■ EXERCISE PROMPT ■
From the entries provided below, copy each line that contains the word "active".

Items from a dataset
-----
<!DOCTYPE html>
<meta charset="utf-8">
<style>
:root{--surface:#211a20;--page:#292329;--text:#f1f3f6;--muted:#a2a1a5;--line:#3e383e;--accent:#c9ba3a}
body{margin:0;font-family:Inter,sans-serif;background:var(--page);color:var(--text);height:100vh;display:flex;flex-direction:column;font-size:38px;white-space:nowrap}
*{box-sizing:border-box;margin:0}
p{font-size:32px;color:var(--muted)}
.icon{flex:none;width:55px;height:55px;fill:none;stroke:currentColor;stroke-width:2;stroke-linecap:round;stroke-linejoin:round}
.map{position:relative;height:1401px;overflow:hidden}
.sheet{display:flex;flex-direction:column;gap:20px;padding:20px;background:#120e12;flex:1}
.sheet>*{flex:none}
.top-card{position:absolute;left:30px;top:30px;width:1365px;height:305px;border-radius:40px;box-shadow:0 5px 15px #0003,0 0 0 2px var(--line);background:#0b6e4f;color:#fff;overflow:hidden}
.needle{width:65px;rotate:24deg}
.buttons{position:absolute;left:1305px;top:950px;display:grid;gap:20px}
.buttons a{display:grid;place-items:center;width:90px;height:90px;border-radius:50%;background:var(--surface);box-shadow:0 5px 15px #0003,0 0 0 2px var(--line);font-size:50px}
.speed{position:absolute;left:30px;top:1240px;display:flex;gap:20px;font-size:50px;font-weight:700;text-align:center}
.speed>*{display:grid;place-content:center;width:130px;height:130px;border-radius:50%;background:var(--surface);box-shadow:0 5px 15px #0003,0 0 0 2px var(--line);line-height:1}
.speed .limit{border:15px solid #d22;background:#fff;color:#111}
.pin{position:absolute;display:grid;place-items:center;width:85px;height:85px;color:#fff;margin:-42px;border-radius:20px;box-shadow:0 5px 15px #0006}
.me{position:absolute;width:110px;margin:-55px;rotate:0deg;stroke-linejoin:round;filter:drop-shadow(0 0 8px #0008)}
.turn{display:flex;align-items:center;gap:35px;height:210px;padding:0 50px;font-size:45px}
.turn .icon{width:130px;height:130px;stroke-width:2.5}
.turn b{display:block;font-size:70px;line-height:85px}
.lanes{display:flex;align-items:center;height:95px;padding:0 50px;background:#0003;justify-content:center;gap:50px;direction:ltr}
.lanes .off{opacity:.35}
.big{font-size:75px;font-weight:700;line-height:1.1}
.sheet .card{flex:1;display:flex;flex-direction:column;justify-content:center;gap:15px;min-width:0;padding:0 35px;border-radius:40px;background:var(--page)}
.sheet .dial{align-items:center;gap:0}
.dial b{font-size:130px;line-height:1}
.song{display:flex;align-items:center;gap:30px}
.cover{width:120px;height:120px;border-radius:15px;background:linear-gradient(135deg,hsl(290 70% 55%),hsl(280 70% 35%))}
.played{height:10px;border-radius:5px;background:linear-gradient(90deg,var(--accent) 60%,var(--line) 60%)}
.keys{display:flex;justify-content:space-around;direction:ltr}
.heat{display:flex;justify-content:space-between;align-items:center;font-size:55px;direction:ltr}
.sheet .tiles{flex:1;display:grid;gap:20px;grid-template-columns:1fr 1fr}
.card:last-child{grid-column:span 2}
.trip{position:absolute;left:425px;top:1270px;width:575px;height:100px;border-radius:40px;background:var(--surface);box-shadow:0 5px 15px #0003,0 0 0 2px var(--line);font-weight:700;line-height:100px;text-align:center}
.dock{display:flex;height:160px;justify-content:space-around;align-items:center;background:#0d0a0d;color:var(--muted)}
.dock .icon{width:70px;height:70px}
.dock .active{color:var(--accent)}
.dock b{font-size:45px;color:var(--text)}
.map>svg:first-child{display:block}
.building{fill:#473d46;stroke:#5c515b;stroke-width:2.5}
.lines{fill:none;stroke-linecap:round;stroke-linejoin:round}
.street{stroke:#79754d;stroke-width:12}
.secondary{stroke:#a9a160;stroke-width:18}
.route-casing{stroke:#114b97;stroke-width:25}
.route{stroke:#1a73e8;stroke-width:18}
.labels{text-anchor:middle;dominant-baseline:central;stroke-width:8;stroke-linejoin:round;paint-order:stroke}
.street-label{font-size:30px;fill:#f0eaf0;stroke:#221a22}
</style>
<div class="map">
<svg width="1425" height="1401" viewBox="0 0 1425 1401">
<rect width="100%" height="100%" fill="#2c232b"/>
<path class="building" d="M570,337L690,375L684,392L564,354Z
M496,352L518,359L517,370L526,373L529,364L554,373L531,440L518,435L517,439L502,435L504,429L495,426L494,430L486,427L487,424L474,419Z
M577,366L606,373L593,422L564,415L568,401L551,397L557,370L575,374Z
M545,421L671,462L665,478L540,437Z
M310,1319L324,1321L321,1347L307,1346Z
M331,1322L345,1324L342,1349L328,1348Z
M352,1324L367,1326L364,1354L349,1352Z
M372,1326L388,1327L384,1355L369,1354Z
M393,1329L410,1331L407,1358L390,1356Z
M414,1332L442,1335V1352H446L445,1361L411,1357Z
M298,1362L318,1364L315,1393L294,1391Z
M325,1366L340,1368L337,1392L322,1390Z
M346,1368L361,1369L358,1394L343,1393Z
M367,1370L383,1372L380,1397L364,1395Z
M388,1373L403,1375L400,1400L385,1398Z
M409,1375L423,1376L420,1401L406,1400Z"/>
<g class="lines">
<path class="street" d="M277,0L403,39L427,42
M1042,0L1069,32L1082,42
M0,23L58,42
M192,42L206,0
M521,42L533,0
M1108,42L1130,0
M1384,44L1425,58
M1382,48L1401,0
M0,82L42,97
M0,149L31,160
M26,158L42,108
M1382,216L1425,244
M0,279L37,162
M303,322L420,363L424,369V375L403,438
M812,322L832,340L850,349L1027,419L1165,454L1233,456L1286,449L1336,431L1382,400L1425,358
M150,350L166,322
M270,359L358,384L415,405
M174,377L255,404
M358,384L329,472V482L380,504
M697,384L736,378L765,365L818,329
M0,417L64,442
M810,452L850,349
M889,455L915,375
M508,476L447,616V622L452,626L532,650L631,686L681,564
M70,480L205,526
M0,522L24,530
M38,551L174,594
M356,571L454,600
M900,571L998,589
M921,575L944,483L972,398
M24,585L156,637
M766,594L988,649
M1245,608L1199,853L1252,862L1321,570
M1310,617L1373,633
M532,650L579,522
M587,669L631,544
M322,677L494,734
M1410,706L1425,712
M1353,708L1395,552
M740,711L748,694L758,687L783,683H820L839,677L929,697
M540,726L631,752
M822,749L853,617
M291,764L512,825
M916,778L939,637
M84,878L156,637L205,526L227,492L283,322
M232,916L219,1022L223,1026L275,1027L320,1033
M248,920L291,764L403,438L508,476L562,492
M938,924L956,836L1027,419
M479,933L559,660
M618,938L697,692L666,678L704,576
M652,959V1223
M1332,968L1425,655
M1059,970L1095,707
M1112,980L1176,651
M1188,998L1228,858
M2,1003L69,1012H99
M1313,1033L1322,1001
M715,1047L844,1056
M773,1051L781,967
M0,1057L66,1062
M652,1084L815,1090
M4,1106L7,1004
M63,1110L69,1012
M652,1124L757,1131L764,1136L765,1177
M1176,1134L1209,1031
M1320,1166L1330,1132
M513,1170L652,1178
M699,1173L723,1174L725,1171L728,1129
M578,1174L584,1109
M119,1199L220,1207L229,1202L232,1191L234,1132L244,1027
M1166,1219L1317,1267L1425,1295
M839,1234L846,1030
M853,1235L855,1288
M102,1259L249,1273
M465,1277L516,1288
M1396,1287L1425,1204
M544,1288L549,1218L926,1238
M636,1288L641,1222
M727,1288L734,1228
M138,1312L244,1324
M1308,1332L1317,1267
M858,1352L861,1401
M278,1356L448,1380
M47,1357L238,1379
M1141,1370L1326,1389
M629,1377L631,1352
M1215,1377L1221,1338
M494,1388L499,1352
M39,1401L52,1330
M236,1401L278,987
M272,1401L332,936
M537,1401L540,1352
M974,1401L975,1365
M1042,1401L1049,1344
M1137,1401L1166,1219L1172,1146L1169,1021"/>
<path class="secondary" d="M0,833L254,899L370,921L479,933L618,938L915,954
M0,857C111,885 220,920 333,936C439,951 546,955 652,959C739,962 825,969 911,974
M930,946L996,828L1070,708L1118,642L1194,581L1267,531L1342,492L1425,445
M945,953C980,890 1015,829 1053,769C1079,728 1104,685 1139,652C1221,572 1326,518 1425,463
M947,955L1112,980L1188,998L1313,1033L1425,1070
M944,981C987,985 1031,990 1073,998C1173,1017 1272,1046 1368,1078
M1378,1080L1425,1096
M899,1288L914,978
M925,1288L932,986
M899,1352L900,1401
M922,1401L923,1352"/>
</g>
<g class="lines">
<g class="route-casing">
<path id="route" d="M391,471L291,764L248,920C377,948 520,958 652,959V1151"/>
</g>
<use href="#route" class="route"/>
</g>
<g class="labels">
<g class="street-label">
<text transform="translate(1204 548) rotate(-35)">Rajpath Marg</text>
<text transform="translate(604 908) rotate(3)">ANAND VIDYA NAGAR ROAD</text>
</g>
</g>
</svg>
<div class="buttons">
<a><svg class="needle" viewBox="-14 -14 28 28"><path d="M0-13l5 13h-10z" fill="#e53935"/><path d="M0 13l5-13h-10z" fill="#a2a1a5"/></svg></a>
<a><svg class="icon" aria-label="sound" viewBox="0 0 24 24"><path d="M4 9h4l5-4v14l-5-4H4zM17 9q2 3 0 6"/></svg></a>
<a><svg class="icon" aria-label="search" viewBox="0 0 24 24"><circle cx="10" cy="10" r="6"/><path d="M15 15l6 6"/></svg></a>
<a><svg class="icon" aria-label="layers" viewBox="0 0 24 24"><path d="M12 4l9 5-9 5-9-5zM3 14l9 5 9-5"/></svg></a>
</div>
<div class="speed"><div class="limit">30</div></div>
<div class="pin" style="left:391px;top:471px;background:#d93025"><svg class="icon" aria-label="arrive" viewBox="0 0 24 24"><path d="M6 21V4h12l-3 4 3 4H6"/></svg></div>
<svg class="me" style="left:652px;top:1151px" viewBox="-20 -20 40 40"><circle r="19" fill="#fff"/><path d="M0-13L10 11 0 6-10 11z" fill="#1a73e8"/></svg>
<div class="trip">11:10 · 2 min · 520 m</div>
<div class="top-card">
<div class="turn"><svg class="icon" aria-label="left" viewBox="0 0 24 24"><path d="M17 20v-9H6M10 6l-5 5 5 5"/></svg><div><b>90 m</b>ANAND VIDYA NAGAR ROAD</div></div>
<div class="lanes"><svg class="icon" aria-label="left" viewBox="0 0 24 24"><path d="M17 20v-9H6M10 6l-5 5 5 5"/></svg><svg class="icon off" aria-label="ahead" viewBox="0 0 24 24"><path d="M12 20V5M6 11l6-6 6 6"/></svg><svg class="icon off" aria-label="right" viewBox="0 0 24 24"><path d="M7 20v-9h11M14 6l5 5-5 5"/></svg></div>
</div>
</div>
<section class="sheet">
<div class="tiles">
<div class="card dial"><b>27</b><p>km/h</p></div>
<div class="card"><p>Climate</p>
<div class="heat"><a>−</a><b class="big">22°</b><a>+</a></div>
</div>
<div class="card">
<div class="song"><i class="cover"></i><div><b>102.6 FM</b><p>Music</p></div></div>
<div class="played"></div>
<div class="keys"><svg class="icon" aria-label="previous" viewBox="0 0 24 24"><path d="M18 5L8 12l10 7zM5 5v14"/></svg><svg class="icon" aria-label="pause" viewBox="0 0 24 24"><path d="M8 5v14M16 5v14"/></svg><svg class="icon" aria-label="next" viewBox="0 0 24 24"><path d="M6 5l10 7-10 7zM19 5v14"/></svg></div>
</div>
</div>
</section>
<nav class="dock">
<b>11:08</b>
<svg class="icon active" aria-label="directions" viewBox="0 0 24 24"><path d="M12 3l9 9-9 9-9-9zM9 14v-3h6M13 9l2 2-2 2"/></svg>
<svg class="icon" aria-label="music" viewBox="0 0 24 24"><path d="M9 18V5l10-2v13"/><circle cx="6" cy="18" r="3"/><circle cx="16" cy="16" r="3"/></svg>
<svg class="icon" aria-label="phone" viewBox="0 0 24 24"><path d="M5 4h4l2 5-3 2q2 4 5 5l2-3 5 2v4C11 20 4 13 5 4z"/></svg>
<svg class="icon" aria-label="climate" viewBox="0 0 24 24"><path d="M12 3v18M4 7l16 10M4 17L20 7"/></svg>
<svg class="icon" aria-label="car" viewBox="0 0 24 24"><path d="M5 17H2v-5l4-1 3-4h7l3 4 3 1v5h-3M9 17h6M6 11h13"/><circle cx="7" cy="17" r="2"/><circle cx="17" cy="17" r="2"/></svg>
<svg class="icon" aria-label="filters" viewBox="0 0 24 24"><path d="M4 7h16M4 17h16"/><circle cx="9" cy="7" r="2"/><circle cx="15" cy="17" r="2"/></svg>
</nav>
-----
■ EXERCISE ANSWER ■
.dock .active{color:var(--accent)}
<svg class="icon active" aria-label="directions" viewBox="0 0 24 24"><path d="M12 3l9 9-9 9-9-9zM9 14v-3h6M13 9l2 2-2 2"/></svg>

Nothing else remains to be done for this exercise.